+++ The records +++

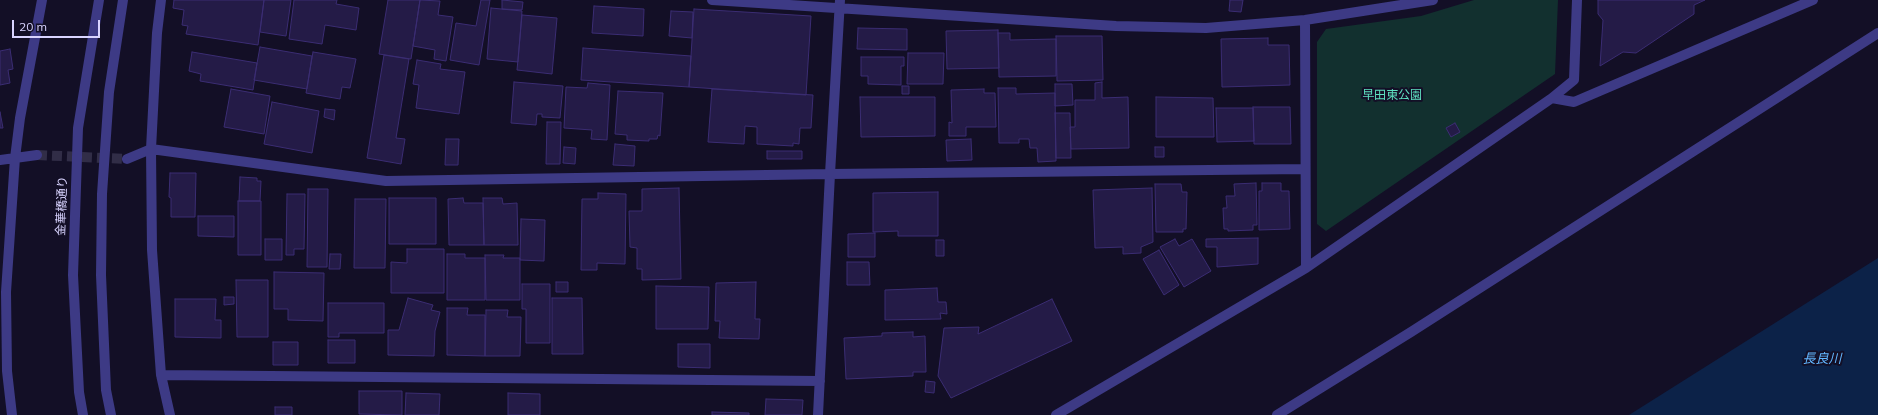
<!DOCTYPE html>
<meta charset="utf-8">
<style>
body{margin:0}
#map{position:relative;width:1878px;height:415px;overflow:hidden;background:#130f26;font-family:Mulish,sans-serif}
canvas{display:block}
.scale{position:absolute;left:12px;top:20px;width:88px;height:18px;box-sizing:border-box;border:2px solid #d9d4ff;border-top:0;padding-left:5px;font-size:12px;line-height:14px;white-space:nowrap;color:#d9d4ff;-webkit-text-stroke:3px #130f26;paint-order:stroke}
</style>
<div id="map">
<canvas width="1878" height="415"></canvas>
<div class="scale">20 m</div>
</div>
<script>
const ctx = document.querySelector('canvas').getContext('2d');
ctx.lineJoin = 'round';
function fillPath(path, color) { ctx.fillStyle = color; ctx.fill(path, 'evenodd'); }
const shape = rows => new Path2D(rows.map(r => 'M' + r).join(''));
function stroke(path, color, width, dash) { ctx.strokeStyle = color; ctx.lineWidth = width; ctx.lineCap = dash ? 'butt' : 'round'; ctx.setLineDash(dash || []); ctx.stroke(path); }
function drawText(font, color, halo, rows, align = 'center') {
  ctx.font = font + ' Mulish,"Noto Sans JP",sans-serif'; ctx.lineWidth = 4; ctx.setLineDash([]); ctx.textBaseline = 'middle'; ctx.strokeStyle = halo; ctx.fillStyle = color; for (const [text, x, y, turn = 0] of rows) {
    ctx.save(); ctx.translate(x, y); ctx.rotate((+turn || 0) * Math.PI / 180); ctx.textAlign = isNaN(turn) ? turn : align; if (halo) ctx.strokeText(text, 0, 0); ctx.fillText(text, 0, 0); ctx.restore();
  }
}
const green = shape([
 [1474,0,1558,0,1555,74,1326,231,1317,224,1317,42,1326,29,1421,16]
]);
const water = shape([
 [1878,258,1878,415,1629,415]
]);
const building = shape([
 [174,0,264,0,258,45,186,34,188,26,182,25,184,10,173,8,174,0],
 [264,0,291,0,286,36,260,32,264,0],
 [294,0,337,0,336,4,359,8,356,30,325,25,322,44,289,39,294,0],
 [388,0,420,0,411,59,379,54,388,0],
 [420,0,440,1,438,15,453,17,446,61,434,59,435,50,413,46,420,0],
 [481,0,490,0,479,65,450,60,456,23,476,26,481,0],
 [502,0,523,2,522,10,502,9,502,0],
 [1230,0,1243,0,1241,12,1229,11,1230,0],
 [1598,0,1705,0,1694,5,1694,14,1636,53,1623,52,1600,66,1603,20,1598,14,1598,0],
 [594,6,644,9,643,36,592,33,594,6],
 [491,8,522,11,518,62,487,59,491,8],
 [694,9,811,16,806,95,689,87,694,9],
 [671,11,693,12,692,38,669,36,671,11],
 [522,15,557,18,552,74,517,70,522,15],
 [858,28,907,29,907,50,857,49,858,28],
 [998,30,999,68,947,69,946,31,998,30],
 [998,33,1010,33,1010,40,1056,39,1056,76,999,77,998,33],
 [1056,36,1102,36,1103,80,1057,81,1056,36],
 [1268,38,1268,45,1289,45,1290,85,1222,87,1221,39,1268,38],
 [260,47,312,56,307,89,254,80,260,47],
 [583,48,691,56,689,87,581,80,583,48],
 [10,49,13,69,8,70,10,83,0,85,0,51,10,49],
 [192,52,257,63,253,90,200,81,201,74,189,71,192,52],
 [313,52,356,59,350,88,342,87,340,99,306,93,313,52],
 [908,53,944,53,943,84,907,84,908,53],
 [384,55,409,59,396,138,405,139,401,164,367,158,384,55],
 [861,57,904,57,904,66,901,66,901,85,868,84,868,76,861,76,861,57],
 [417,60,441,64,440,69,465,72,459,114,416,108,419,85,413,84,417,60],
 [514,82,563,86,560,118,542,117,542,114,537,114,536,125,511,123,514,82],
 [1102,82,1102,98,1128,97,1129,148,1071,149,1070,127,1075,127,1075,100,1095,100,1095,83,1102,82],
 [588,83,610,85,607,140,591,139,592,130,564,128,566,87,587,88,588,83],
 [1055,84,1072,84,1073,105,1055,106,1055,84],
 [902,86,909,86,909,94,902,94,902,86],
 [998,88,1016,88,1016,94,1055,93,1056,161,1038,162,1037,148,1030,148,1029,139,1019,139,1019,143,999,143,998,88],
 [231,89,270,96,264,134,224,127,231,89],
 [712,89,813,95,811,128,800,128,799,144,793,143,793,146,757,144,757,127,745,126,744,144,708,142,712,89],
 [984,89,984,93,995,93,996,127,966,127,966,136,949,136,949,122,952,123,951,90,984,89],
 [618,91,663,93,660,136,658,135,657,139,649,139,649,141,627,140,627,135,615,134,618,91],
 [860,97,935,97,935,136,861,137,860,97],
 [1156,97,1213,98,1214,137,1156,137,1156,97],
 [272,102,319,111,312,153,264,144,272,102],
 [1253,107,1290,107,1291,144,1254,144,1253,107],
 [1216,108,1253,108,1254,141,1217,142,1216,108],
 [325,109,335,110,334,120,324,117,325,109],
 [0,112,3,128,0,128,0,112],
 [1055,113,1070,113,1071,158,1056,158,1055,113],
 [547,122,561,122,560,164,546,164,547,122],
 [1455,123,1460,132,1451,137,1446,128,1455,123],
 [446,139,459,139,458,165,445,165,446,139],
 [971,139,972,160,947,161,946,140,971,139],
 [615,144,635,146,634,166,613,165,615,144],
 [564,147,576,148,575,164,563,163,564,147],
 [1155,147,1164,147,1164,157,1155,157,1155,147],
 [767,151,802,151,802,159,767,159,767,151],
 [170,173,196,173,195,217,171,217,171,198,169,197,170,173],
 [240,177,257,178,257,181,261,181,260,201,239,201,240,177],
 [1256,183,1257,225,1253,225,1253,230,1228,231,1228,229,1224,229,1223,208,1227,208,1226,196,1235,196,1234,184,1256,183],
 [1262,183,1281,183,1281,191,1289,191,1290,229,1259,230,1259,191,1262,191,1262,183],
 [1155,184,1181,184,1182,192,1187,192,1186,229,1183,229,1183,232,1156,232,1155,184],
 [679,188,681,279,642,280,642,269,637,269,637,248,630,247,629,211,642,211,642,189,679,188],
 [1152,188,1153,242,1141,247,1141,253,1123,254,1123,247,1095,248,1093,190,1152,188],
 [308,189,328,189,327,267,307,267,308,189],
 [938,192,938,236,898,236,898,231,873,232,873,193,938,192],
 [598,193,626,194,625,264,597,263,597,270,581,270,582,199,598,199,598,193],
 [287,194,305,194,304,249,294,249,294,255,286,255,287,194],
 [389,198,436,198,436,244,389,244,389,198],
 [463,198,464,203,483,203,484,245,449,245,448,199,463,198],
 [483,198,502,198,503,204,517,203,518,245,484,245,483,198],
 [355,199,386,199,385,268,354,268,355,199],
 [238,201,261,201,261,255,238,255,238,201],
 [198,216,234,216,234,237,198,236,198,216],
 [521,219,545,220,544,261,520,260,521,219],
 [875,233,875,257,848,257,848,234,875,233],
 [1258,238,1258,264,1217,267,1217,247,1206,247,1206,239,1258,238],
 [265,239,282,239,282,260,265,260,265,239],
 [1175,239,1179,246,1192,239,1211,271,1184,287,1160,247,1175,239],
 [936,240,944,240,944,256,936,256,936,240],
 [407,249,444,249,444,293,391,293,391,262,407,263,407,249],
 [1159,250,1179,285,1164,295,1143,259,1159,250],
 [330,254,341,254,340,269,329,269,330,254],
 [447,254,465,254,465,258,485,258,485,300,447,300,447,254],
 [485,255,504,255,503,258,520,258,520,300,486,300,485,255],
 [847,262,869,262,870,285,847,285,847,262],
 [274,272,324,273,323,321,288,320,288,309,274,309,274,272],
 [236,280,268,280,268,337,237,337,236,280],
 [556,282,568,282,568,292,556,292,556,282],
 [756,282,755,319,760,319,759,339,719,338,720,321,715,321,716,283,756,282],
 [522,284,550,284,550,343,526,343,526,309,522,309,522,284],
 [656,286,709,287,708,329,656,329,656,286],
 [937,288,938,302,946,302,947,314,940,313,941,319,885,320,885,290,937,288],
 [224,297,234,297,234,304,224,305,224,297],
 [408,298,433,305,431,310,440,312,435,331,434,356,388,355,388,330,399,330,408,298],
 [552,298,582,298,583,354,552,354,552,298],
 [175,299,216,299,215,320,221,320,221,338,175,337,175,299],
 [1052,299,1072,341,951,398,938,376,944,328,979,327,978,334,1052,299],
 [328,303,384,303,384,333,339,333,339,337,328,337,328,303],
 [447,308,468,308,467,315,485,315,485,356,447,355,447,308],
 [486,310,508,310,507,317,521,317,520,356,485,356,486,310],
 [913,332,913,337,925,336,926,372,913,372,913,376,846,379,844,338,882,336,882,333,913,332],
 [328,340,355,340,355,363,328,363,328,340],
 [273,342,298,342,298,365,273,365,273,342],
 [678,344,710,344,710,368,678,367,678,344],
 [926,381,935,382,934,393,925,392,926,381],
 [359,391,402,391,402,415,359,414,359,391],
 [406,393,440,394,439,415,405,415,406,393],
 [508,393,540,394,540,415,508,415,508,393],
 [766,399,803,400,802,415,765,415,766,399],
 [275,407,292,407,292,415,275,415,275,407],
 [712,412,749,413,749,415,712,415,712,412]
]);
const minorTunnel = shape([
 [37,155,127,159]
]);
const minor = shape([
 [161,0,157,33,151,149,152,250,161,375,170,415],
 [712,0,1116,26,1206,28,1305,20,1433,0],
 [1305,20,1306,268],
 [1552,98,1574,102,1813,0],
 [127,159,151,149,386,181,830,174,840,0],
 [0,160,37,155],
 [161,375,820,381],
 [12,415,7,371,6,292,15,158,20,118,42,0],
 [83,415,79,392,73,275,78,128,99,0],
 [111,415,106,390,101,275,102,194,109,92,123,0],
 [818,415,830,174,1305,169],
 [1056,415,1306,268,1552,98,1574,80,1577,0],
 [1277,415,1411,332,1878,33]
]);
const parkNames = [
 ["早田東公園",1392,95]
];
const streetNames = [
 ["金華橋通り",62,206,-88]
];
const waterNames = [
 ["長良川",1822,359]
];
fillPath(green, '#12302f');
fillPath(water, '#0c2248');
fillPath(building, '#241b47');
stroke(building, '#3b2d73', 1);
stroke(minorTunnel, '#312d47', 10, [10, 5]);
stroke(minor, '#3d3a85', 10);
drawText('12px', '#5fe0c0', '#130f26', parkNames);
drawText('12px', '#d9d4ff', '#130f26', streetNames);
drawText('italic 13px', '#62b6ff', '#130f26', waterNames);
</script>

+++

Problem statement:
What this exercise asks for is every line of the data above with the word "fillStyle".

Response to the exercise:
function fillPath(path, color) { ctx.fillStyle = color; ctx.fill(path, 'evenodd'); }
  ctx.font = font + ' Mulish,"Noto Sans JP",sans-serif'; ctx.lineWidth = 4; ctx.setLineDash([]); ctx.textBaseline = 'middle'; ctx.strokeStyle = halo; ctx.fillStyle = color; for (const [text, x, y, turn = 0] of rows) {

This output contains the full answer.